------ Records provided ------

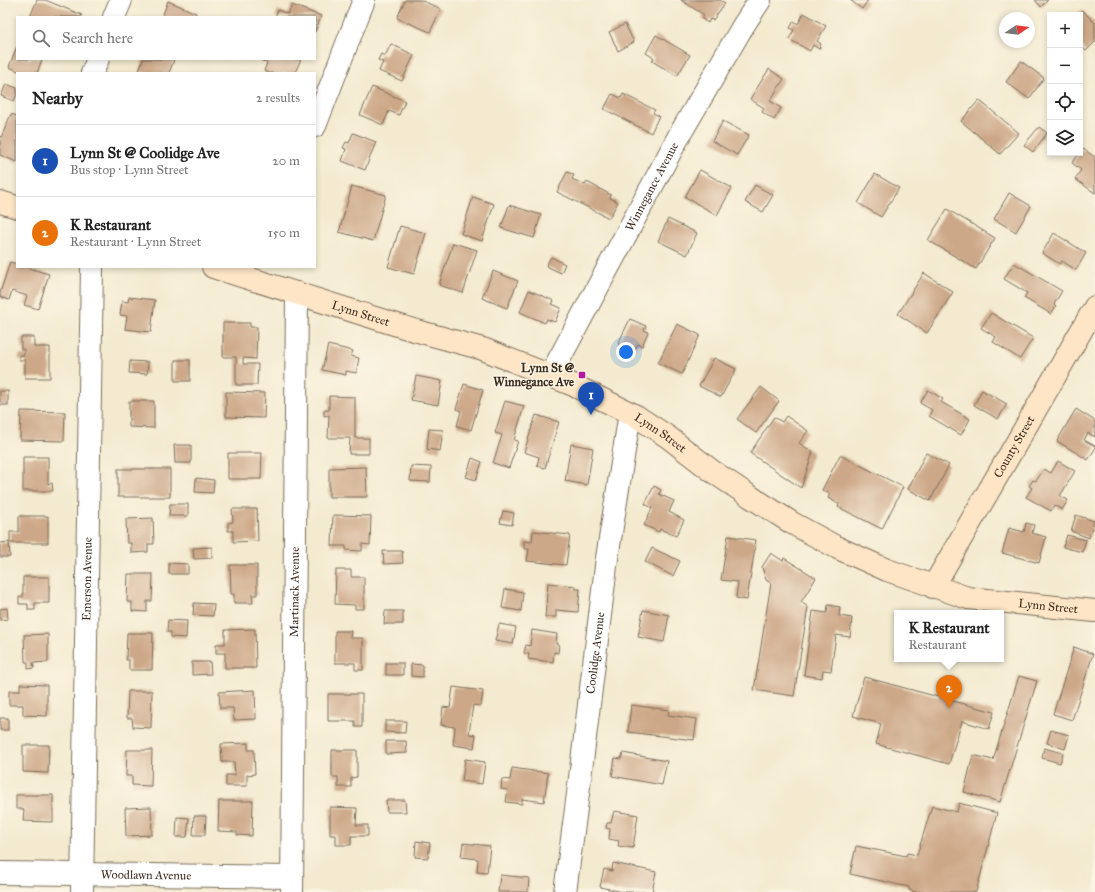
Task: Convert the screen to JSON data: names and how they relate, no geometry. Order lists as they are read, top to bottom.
{
  "streets": {
    "main road": ["Lynn Street", "County Street"],
    "street": [
      "Winnegance Avenue",
      "Emerson Avenue",
      "Martinack Avenue",
      "Coolidge Avenue",
      "Woodlawn Avenue"
    ]
  },
  "crossings": [
    ["Winnegance Avenue", "Lynn Street"],
    ["Lynn Street", "County Street"],
    ["Lynn Street", "Martinack Avenue"],
    ["Lynn Street", "Coolidge Avenue"],
    ["Emerson Avenue", "Woodlawn Avenue"],
    ["Martinack Avenue", "Woodlawn Avenue"]
  ],
  "places": {
    "transit": ["Lynn St @ Winnegance Ave"]
  },
  "north": "right",
  "page": {
    "map_buttons": ["+", "−"],
    "search": "Search here",
    "heading": ["Nearby", "2 results"],
    "list": [
      {
        "mark": "1",
        "name": "Lynn St @ Coolidge Ave",
        "note": "Bus stop · Lynn Street",
        "value": "20 m"
      },
      {
        "mark": "2",
        "name": "K Restaurant",
        "note": "Restaurant · Lynn Street",
        "value": "150 m"
      }
    ],
    "pins": ["1", "2"],
    "popup": ["K Restaurant", "Restaurant"]
  }
}
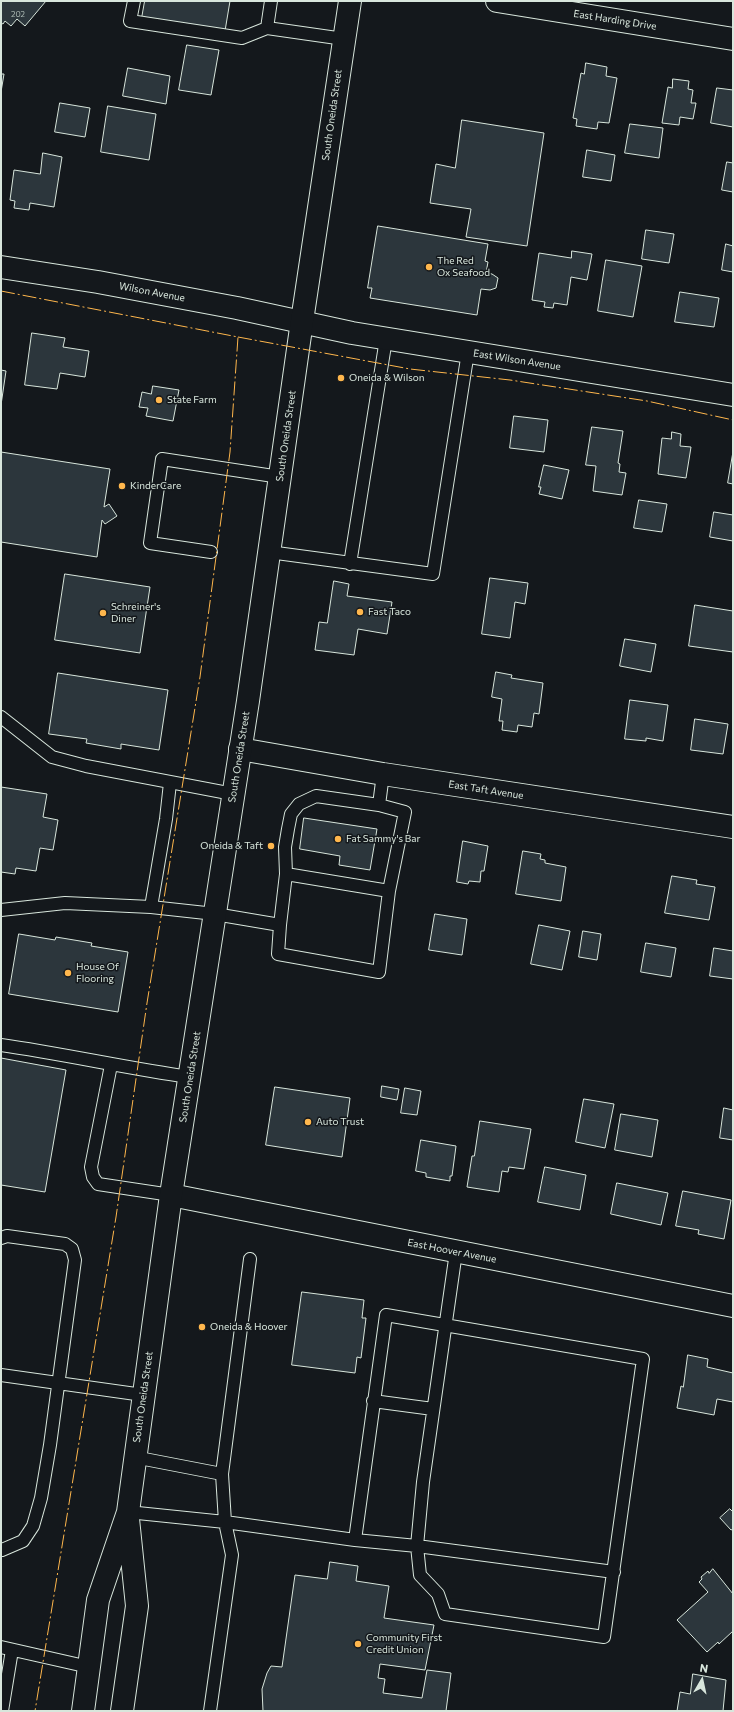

------

* What you are asked to do: Copy out each line of the records where the word "Lynn" appears.

* Solution to this exercise:
    "main road": ["Lynn Street", "County Street"],
    ["Winnegance Avenue", "Lynn Street"],
    ["Lynn Street", "County Street"],
    ["Lynn Street", "Martinack Avenue"],
    ["Lynn Street", "Coolidge Avenue"],
    "transit": ["Lynn St @ Winnegance Ave"]
        "name": "Lynn St @ Coolidge Ave",
        "note": "Bus stop · Lynn Street",
        "note": "Restaurant · Lynn Street",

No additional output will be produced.